→ Aim of the task:
Could you find each line of the data below that contains the word "after" and copy those lines?

→ Dataset records:
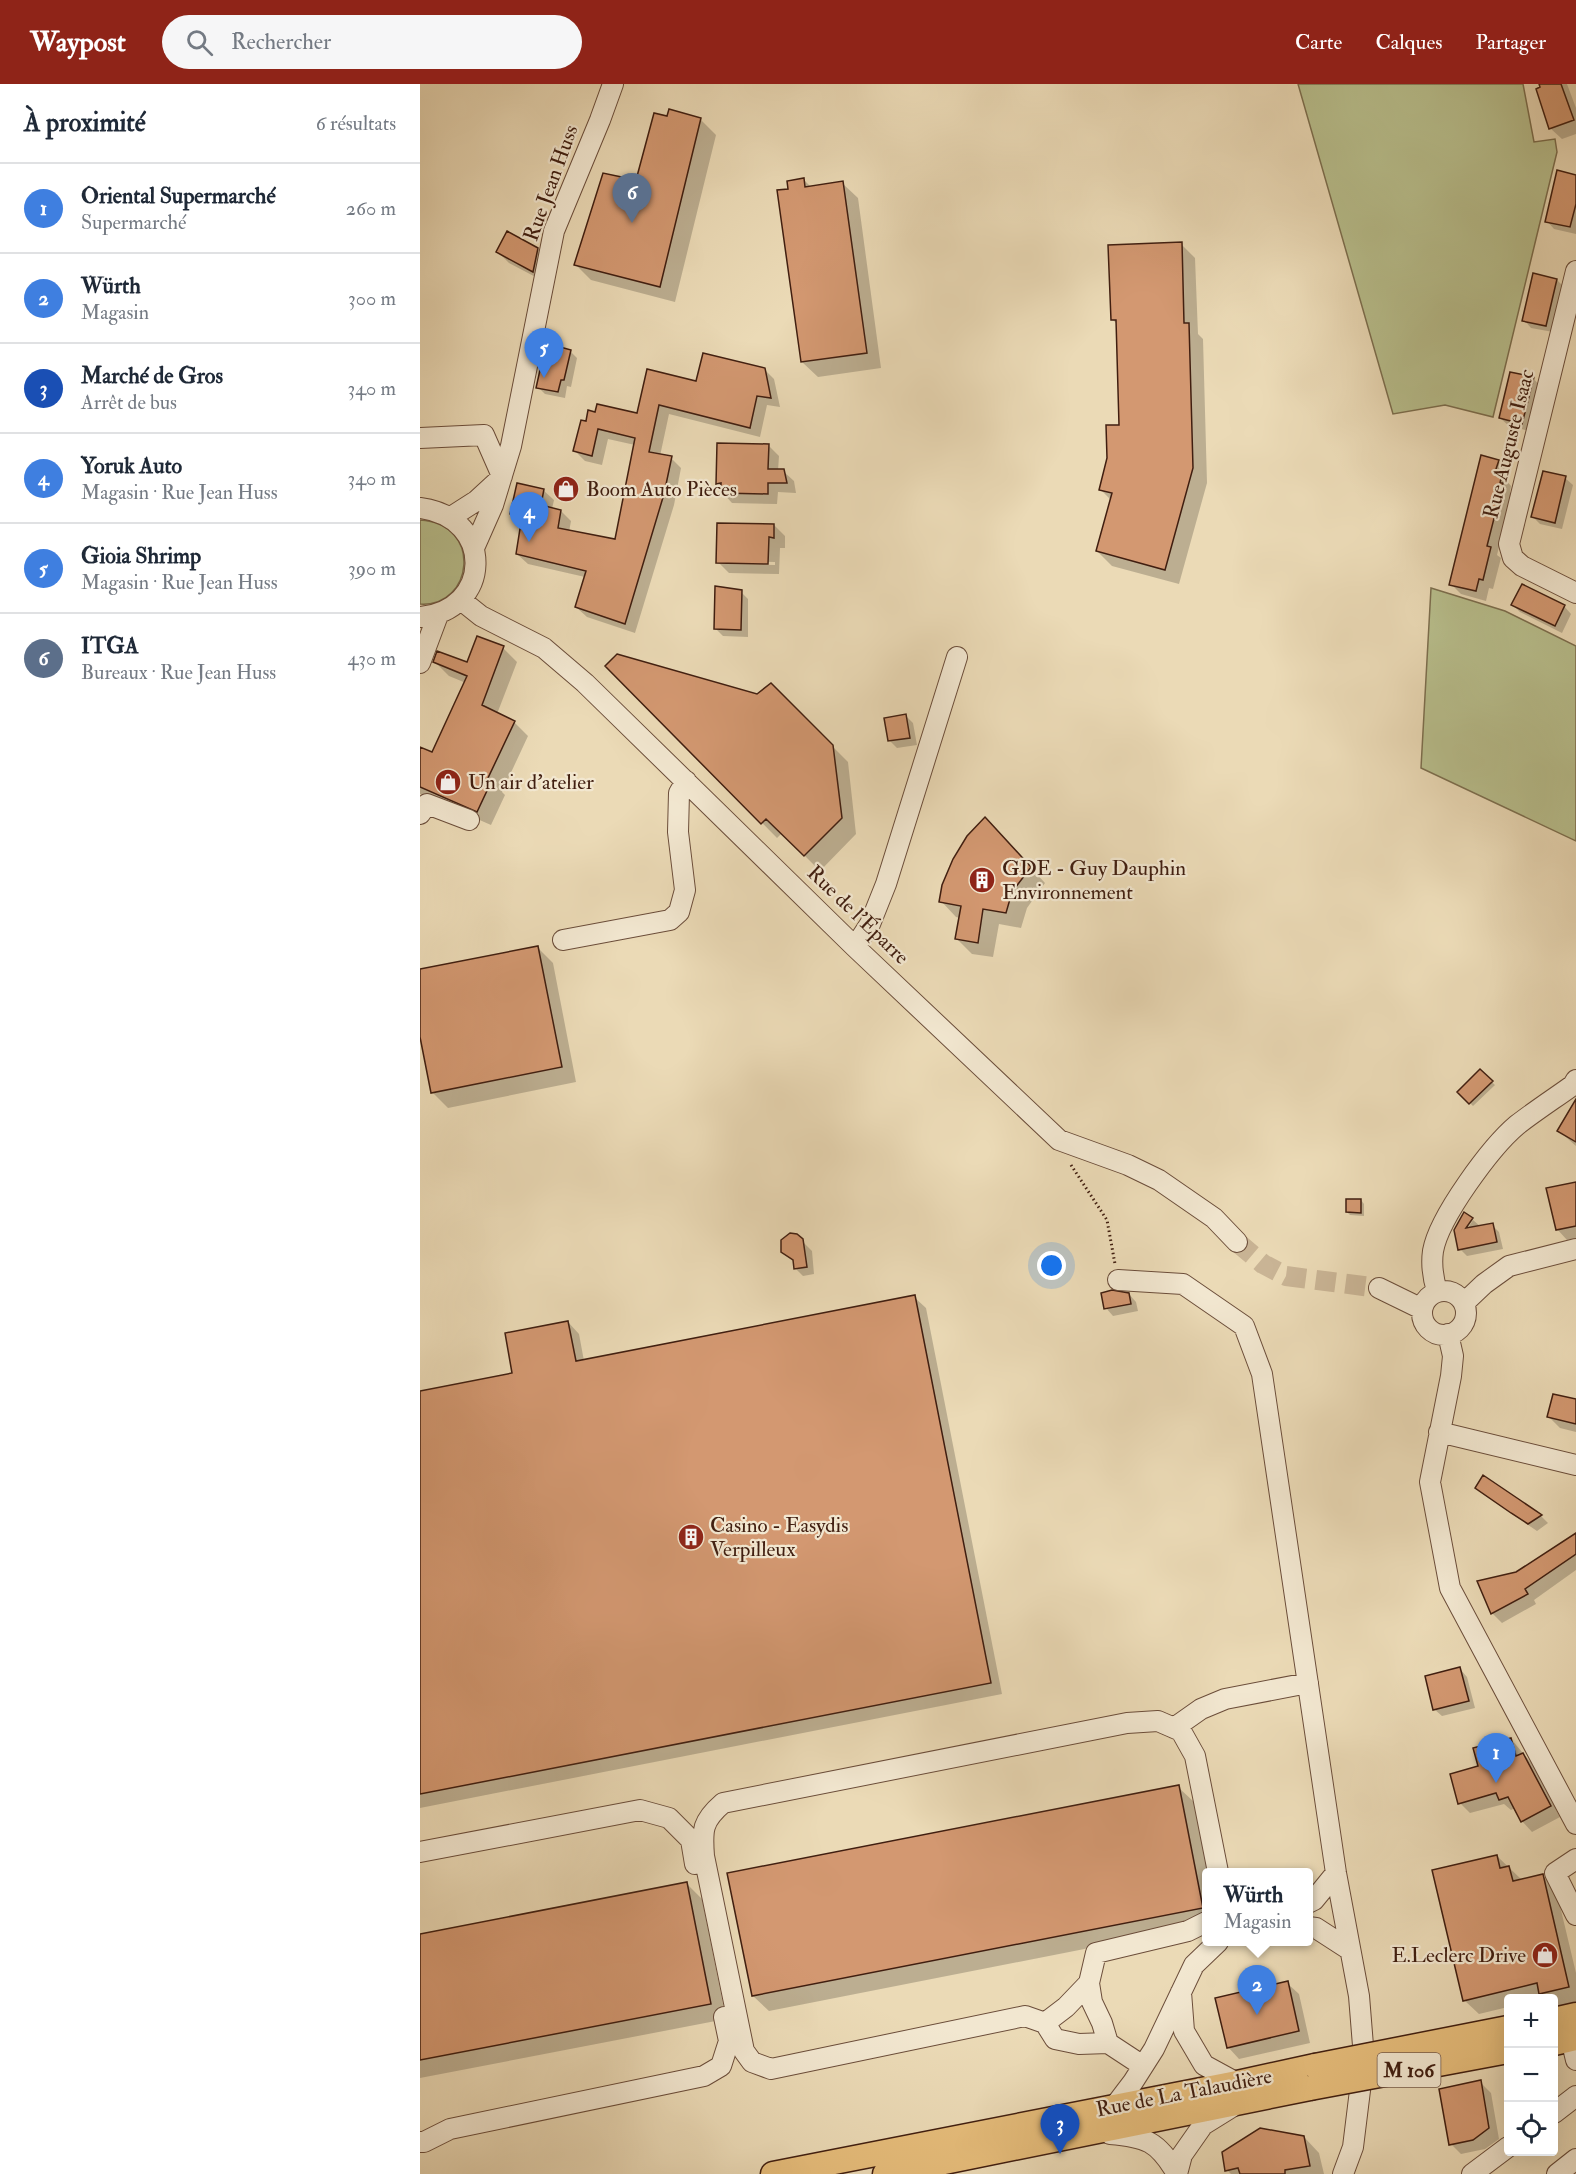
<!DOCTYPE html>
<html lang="fr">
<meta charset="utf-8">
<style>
body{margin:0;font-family:"IM FELL Double Pica",serif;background:#f6f6f7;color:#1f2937}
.controls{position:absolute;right:18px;bottom:18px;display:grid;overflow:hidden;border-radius:6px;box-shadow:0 6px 24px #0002}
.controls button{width:54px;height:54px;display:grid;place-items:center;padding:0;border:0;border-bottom:2px solid #e0e1e3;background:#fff;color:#1f2937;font:30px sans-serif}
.you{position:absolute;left:632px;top:1182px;width:21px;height:21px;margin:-15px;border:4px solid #fff;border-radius:50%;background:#1a73e8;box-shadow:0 0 0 9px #1a73e833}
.badge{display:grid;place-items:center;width:39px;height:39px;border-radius:50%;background:#8f2418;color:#fff;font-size:20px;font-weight:700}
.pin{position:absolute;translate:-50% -50px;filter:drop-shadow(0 2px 3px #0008)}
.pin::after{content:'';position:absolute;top:32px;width:21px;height:18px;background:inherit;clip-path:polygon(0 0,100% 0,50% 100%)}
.popup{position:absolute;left:782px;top:1784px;width:111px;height:78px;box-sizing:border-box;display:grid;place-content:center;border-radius:6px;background:#fff;filter:drop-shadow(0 2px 4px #0005);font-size:20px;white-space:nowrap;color:#747a83}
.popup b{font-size:22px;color:#1f2937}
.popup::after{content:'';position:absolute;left:50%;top:100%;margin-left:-12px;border:12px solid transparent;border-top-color:#fff}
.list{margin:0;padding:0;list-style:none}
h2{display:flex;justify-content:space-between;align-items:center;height:78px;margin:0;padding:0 24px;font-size:26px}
h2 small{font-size:20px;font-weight:400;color:#747a83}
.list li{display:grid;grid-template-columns:39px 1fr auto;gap:18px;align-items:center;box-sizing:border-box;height:90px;padding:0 24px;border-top:2px solid #e0e1e3}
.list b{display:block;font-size:22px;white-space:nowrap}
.list p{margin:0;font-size:20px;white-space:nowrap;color:#747a83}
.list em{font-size:20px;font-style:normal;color:#747a83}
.icon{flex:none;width:33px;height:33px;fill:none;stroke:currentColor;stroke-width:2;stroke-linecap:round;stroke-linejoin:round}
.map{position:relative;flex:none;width:1156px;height:2090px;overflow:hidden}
header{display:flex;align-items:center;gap:36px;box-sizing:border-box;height:84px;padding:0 30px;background:#8f2418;color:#fff}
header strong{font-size:28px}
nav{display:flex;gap:33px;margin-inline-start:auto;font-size:21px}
.search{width:420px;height:54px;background:#f6f6f7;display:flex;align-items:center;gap:15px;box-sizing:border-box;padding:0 21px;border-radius:33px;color:#747a83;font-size:22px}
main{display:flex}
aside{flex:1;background:#fff}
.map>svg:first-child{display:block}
</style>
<header>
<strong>Waypost</strong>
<div class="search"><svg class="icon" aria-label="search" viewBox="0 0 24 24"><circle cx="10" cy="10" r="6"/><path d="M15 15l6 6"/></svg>Rechercher</div>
<nav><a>Carte</a><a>Calques</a><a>Partager</a></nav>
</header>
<main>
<aside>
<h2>À proximité<small>6 résultats</small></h2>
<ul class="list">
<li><span class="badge" style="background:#3f7fe0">1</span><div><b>Oriental Supermarché</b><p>Supermarché</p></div><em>260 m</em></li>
<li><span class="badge" style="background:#3f7fe0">2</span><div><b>Würth</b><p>Magasin</p></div><em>300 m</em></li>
<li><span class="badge" style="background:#1a4fb4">3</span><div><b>Marché de Gros</b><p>Arrêt de bus</p></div><em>340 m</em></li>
<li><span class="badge" style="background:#3f7fe0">4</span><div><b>Yoruk Auto</b><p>Magasin · Rue Jean Huss</p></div><em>340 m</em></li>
<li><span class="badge" style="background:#3f7fe0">5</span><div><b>Gioia Shrimp</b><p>Magasin · Rue Jean Huss</p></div><em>390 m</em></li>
<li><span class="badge" style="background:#5c6f8a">6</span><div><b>ITGA</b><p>Bureaux · Rue Jean Huss</p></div><em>430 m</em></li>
</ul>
</aside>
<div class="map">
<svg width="1156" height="2090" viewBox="0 0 1156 2090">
<rect width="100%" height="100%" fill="#ebdab6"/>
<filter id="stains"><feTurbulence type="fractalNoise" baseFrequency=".00333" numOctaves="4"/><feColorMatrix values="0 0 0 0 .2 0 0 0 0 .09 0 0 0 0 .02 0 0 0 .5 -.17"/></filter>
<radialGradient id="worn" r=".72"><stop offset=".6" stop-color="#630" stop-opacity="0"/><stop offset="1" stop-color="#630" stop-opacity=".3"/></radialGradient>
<!-- green -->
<path fill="#b8bf8d" stroke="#7c6e4e" stroke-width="1.5" d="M878 0H1103L1114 58 1135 55 1137 68 1073 333 1025 321 973 330Z
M0 436C64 440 53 524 0 520Z
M1011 504 1085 527 1156 562V757L1001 684Z"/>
<!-- shadow -->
<path fill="#0003" fill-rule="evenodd" d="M1121 0H1147L1156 24V50L1142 55 1130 44Z
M248 34 280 35 296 51 255 218 171 196 156 181 217 98Z
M1138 88 1156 93V150L1134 145 1127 137Z
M384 96 391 103 422 99 438 114 461 284 398 293 382 278 370 106Z
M761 160 775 174 778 250 783 255 787 399 759 500 692 482 677 467 691 416 680 405 700 342 698 241 692 235Z
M118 165 129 176 125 198 89 179 78 168Z
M1137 196 1144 203 1133 248 1111 244 1104 236Z
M150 267 157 274 151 303 147 302 145 314 125 310 118 303Z
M344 285 354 295 360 323 347 321 340 353 249 330 240 372 251 374 261 384 254 421 215 549 167 533 156 523 165 493 108 480 97 470 103 440 92 429 123 406 134 416 132 425 141 427 151 437 149 448 196 456 215 361 188 355 182 381 165 377 155 367 167 338 176 330H218L277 299Z
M1113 294 1120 302 1109 347 1088 341 1080 334Z
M349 362 359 372 358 387H363L374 397 376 409 358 408 357 420 312 419 302 408V403L298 399Z
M1078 377 1088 387 1086 396 1091 402 1090 408 1092 411 1077 471 1081 474 1073 505 1069 504 1066 517 1041 510 1031 500Z
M1145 394 1153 401 1142 445 1120 440 1113 433Z
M354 441 365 452V464H360L359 490 309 489 298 478ZM307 477 355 478V481L307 480Z
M321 508 328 515V553L303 552 296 545Z
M1093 521 1144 522 1151 530 1142 549 1100 528Z
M83 564 97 578 77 630 94 638 108 652 82 708 85 711 71 741 0 710V666L12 670 46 599 29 592 15 578 48 580Z
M187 582 337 612 351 601 428 678 436 750 400 787 362 749 357 754Z
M486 632 493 639 497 661 477 664 470 657Z
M580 750 625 799 607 824 601 844 579 840 573 873 552 870 537 855 540 834 536 833 521 817Z
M117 863 133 879 156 998 28 1024 12 1008 0 945V886Z
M1060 987 1075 1001 1053 1022 1039 1008Z
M1156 1018V1062L1139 1047Z
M1156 1100V1154L1147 1156 1137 1145 1128 1105Z
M941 1116 944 1120V1132L930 1131 927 1128Z
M1053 1136 1061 1143 1072 1141 1079 1148 1083 1165 1047 1172 1040 1165 1046 1142 1048 1144Z
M377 1152 392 1167 394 1190 383 1192 376 1185 375 1179 364 1170Z
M709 1210 716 1218 718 1227 693 1232 686 1224Z
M494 1213 506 1224 582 1610 0 1724V1309L94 1290 148 1238 159 1250 164 1277Z
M1134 1311 1156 1317V1348L1140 1344 1129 1333Z
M1063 1393 1121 1432 1128 1439 1117 1447 1064 1411 1056 1404Z
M1153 1455 1156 1457V1486L1114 1516 1116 1520 1082 1539 1072 1529 1097 1490Z
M1040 1585 1047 1593 1055 1624 1022 1632 1014 1625Z
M1091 1655 1113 1681 1140 1733 1112 1748 1102 1737 1095 1724 1091 1726 1084 1720 1050 1729 1040 1719 1059 1683Z
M758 1703 774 1718 788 1788H786V1841L349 1927 333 1912Z
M1077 1772 1102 1796 1122 1791 1136 1805 1156 1889V1919L1135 1924 1134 1914H1088V1923L1059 1930 1044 1916Z
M267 1800 282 1815 306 1935 0 1994V1851Z
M867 1899 879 1910 890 1959 819 1975 808 1963Z
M1060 1998 1071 2009 1079 2055 1065 2065 1041 2070 1031 2060Z
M884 2053 899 2069 904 2090H811L807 2086Z"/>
<!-- building -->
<path fill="#d39871" stroke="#401e10" stroke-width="1.5" d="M1119 0H1141L1154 36 1129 45 1116 5 1120 3Z
M249 25 281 34 240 203 154 181 183 89 216 96 234 29 247 32Z
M1137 86 1156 91V120L1150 143 1125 138Z
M384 94 385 103 423 97 447 269 381 278 357 106 368 105 367 97Z
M87 147 118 164 113 188 76 168Z
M762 158 764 239H769L773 384 745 486 676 467 692 409 679 406 687 374 686 341H699L696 236H691L688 161Z
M1113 189 1137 195 1126 242 1102 237Z
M126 259 151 266 144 296H141L138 308 116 304Z
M283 269 345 284 351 314 337 312 330 344 239 321 229 368 252 372 244 410 205 540 155 523 166 487 96 470 102 432 90 430 97 399 124 405 121 421 141 426 138 444 195 455 215 354 178 345 172 372 153 367 161 336 166 337 168 326 175 328 177 320 217 329 227 285 276 297Z
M1090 288 1114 293 1102 340 1079 334Z
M297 359 349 360 348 385H364L367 399H348V410L301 409V399L296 400Z
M1061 371 1079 376 1075 388 1082 390 1080 399H1083L1067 462 1071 463 1063 496 1059 495 1056 507 1029 501Z
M1123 387 1146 392 1135 439 1111 433Z
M297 439 354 440V454L349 453 348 480 296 479Z
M1102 500 1145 521 1135 542 1091 521Z
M295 502 322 506 321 546 294 545Z
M57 552 84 562 62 621 95 637 68 694 72 696 57 728 0 703V663L12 668 47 592 13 578 17 567 47 578Z
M197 570 337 610 351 599 413 661 422 734 384 772 346 735 341 740 185 582Z
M486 630 490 654 468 657 464 634Z
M565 733 611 783 592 808 586 829 563 825 558 859 535 855 541 822 519 818 522 801 533 775 547 752Z
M118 862 142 983 11 1009 0 953V885Z
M1060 985 1073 997 1049 1020 1037 1008Z
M1156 1015V1058L1137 1047Z
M1156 1098V1142L1136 1146 1126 1104Z
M926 1115H941V1129L926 1128Z
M1044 1128 1053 1134 1046 1144 1073 1139 1077 1158 1038 1166 1034 1146Z
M370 1149 377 1150 383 1155 387 1183 374 1185 373 1176 361 1168V1156Z
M692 1206 709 1209 711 1220 684 1225 681 1209Z
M495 1211 571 1599 0 1710V1307L92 1289 85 1249 148 1237 156 1277Z
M1133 1310 1156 1315V1340L1127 1333Z
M1063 1391 1100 1416 1122 1431 1108 1440 1091 1429 1055 1404Z
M1156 1449V1470L1105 1505 1108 1510 1071 1530 1057 1497 1096 1488Z
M1040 1583 1049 1617 1013 1626 1005 1592Z
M1091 1654 1096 1672 1103 1669 1131 1722 1101 1738 1088 1713 1079 1716 1076 1709 1038 1720 1030 1690 1058 1682 1053 1664Z
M759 1701 783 1824 332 1912 307 1789Z
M1077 1771 1080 1784 1089 1782 1093 1797 1123 1790 1149 1903 1119 1910 1117 1899 1043 1917 1012 1786Z
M267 1798 291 1920 0 1976V1850Z
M868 1897 879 1947 807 1964 795 1914Z
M1061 1996 1069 2044 1053 2056 1029 2061 1019 2005Z
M840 2044 884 2052 890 2082 865 2086V2090H820L818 2084 805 2087 802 2068Z"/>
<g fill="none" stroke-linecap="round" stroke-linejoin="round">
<!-- minor-tunnel -->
<path stroke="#c9b495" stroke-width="20" stroke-dasharray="20 10" stroke-linecap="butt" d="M817 1158 843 1180 866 1192 959 1204"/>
<defs>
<path id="minor" d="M1156 187 1089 460 1093 474 1102 482 1156 509
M0 354 64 351 82 392
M0 424C76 434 72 527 0 533
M31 433 56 417 81 394
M54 464 73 421 91 362 134 147 180 36 193 0
M41 516 61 532 124 564 165 599 435 863 639 1056 708 1081 739 1096 794 1134 817 1158
M0 579 18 531
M0 730 7 720 49 736
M143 856 250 836 259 828 265 806 258 748 259 709 266 697
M435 863 450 840 466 800 537 573
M698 1196 763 1200 824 1242 842 1290 916 1789 939 1912 944 1974 933 2063 923 2090
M959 1204 1002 1225
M1017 1207C1013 1194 1011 1181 1013 1167 1019 1133 1071 1063 1097 1041 1115 1027 1135 1014 1153 1001L1156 996
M1002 1229a22 22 0 1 1 44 0a22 22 0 1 1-44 0Z
M1044 1219 1064 1200 1089 1182 1156 1165
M1028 1250 1033 1272 1031 1292 1010 1398 1030 1504 1156 1740
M1019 1348 1156 1381
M754 1644 781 1625 805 1615 888 1599
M0 1768 220 1726 249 1734 271 1756 275 1780
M1156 1775 1135 1789 1156 1831
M888 1819 894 1816 916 1789
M786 1838 768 1847 676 1869 669 1899 672 1918 682 1939 688 1959 659 1960 635 1955 625 1939 605 1932 351 1985 332 1978 324 1967 284 1772C282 1746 282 1737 303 1719L707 1639 738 1637 761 1647 775 1672 798 1788
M888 1843 896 1844 930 1866
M761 1908 764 1947 784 1981 817 1999
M625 1939 646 1923 669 1899
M1151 1955 1156 1976
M688 1959 723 1982
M694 2023 713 1998 734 1965 774 1881 798 1858
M1134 2029 1156 2012
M690 2050C726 2053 738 2057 757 2090
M0 2058H4L30 2045 284 1992 301 1982 309 1957 304 1933
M757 2090 762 2071 783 2041 812 2023
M1052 2090 1088 2063
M1137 2090 1156 2075"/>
<path id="major" d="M1134 1936 1156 1931
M1134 1959 1156 1954
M353 2090 817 1999 895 1982
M465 2090 890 2004"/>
</defs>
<!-- minor casing -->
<use href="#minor" stroke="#6b4d3a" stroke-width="22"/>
<!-- major casing -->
<use href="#major" stroke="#401e10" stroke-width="27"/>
<!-- path -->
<path stroke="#401e10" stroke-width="3" stroke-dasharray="1.5 3" stroke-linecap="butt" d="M651 1081 687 1136 695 1180"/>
<!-- minor -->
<use href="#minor" stroke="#f2e7d0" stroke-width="20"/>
<!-- major -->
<use href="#major" stroke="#e6bd7b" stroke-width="24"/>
<defs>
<path id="major-bridge" d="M895 1982 1088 1944
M890 2004 1088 1967"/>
</defs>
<!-- major-bridge casing -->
<use href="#major-bridge" stroke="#401e10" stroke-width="27" stroke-linecap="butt"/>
<!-- major-bridge -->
<use href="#major-bridge" stroke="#e6bd7b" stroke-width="24"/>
</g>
<!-- icons -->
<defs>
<symbol id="shop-disc" viewBox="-11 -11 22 22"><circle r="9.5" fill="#8f2418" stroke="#f2e7d0"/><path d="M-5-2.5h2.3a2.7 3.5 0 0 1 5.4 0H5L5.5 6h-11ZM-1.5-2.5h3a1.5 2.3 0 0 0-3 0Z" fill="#fff"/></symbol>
<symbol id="building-disc" viewBox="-11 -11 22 22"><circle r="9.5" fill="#8f2418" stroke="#f2e7d0"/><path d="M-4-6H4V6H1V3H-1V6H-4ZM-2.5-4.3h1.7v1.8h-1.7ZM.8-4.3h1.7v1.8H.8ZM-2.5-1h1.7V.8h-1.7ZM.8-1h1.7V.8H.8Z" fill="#fff"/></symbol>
</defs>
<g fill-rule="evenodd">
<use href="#shop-disc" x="131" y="390" width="30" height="30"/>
<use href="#shop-disc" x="13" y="683" width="30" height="30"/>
<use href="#building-disc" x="547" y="781" width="30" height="30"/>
<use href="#building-disc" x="256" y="1438" width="30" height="30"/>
<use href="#shop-disc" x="1110" y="1856" width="30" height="30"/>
</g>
<g text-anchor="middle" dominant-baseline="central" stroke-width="4.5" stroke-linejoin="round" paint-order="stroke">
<!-- shield labels -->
<rect fill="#f2e7d0" stroke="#755a4a" stroke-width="1.5" x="957.5" y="1969" width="63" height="34" rx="4.5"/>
<g font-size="20" font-weight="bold" fill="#401e10">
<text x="989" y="1986">M 106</text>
</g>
<!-- street labels -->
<g font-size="21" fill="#401e10" stroke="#f2e7d0">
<text transform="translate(131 99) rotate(-70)">Rue Jean Huss</text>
<text transform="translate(1089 360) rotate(-76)">Rue Auguste Isaac</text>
<text transform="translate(438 831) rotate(44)">Rue de l'Éparre</text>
<text transform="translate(764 2009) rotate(-11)">Rue de La Talaudière</text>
</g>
<!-- poi labels -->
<g font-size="21" fill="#401e10" stroke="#f2e7d0" text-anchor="start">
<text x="166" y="405">Boom Auto Pièces</text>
<text x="48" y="698">Un air d'atelier</text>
<text x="582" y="784">GDE - Guy Dauphin<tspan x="582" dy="24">Environnement</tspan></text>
<text x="290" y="1441">Casino - Easydis<tspan x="290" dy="24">Verpilleux</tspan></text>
<text x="1106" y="1871" text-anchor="end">E.Leclerc Drive</text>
</g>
</g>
<rect width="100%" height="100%" filter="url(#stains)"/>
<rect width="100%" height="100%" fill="url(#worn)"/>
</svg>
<div class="controls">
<button>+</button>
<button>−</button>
<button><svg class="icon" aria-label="locate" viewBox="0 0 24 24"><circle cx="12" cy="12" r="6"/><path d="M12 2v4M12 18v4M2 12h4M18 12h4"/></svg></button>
</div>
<div class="you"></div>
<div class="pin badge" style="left:1076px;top:1699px;background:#3f7fe0">1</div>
<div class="pin badge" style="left:837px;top:1931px;background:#3f7fe0">2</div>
<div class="popup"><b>Würth</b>Magasin</div>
<div class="pin badge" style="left:640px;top:2070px;background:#1a4fb4">3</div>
<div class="pin badge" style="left:109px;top:458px;background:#3f7fe0">4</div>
<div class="pin badge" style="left:124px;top:294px;background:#3f7fe0">5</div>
<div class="pin badge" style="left:212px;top:139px;background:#5c6f8a">6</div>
</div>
</main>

→ Response below:
.pin::after{content:'';position:absolute;top:32px;width:21px;height:18px;background:inherit;clip-path:polygon(0 0,100% 0,50% 100%)}
.popup::after{content:'';position:absolute;left:50%;top:100%;margin-left:-12px;border:12px solid transparent;border-top-color:#fff}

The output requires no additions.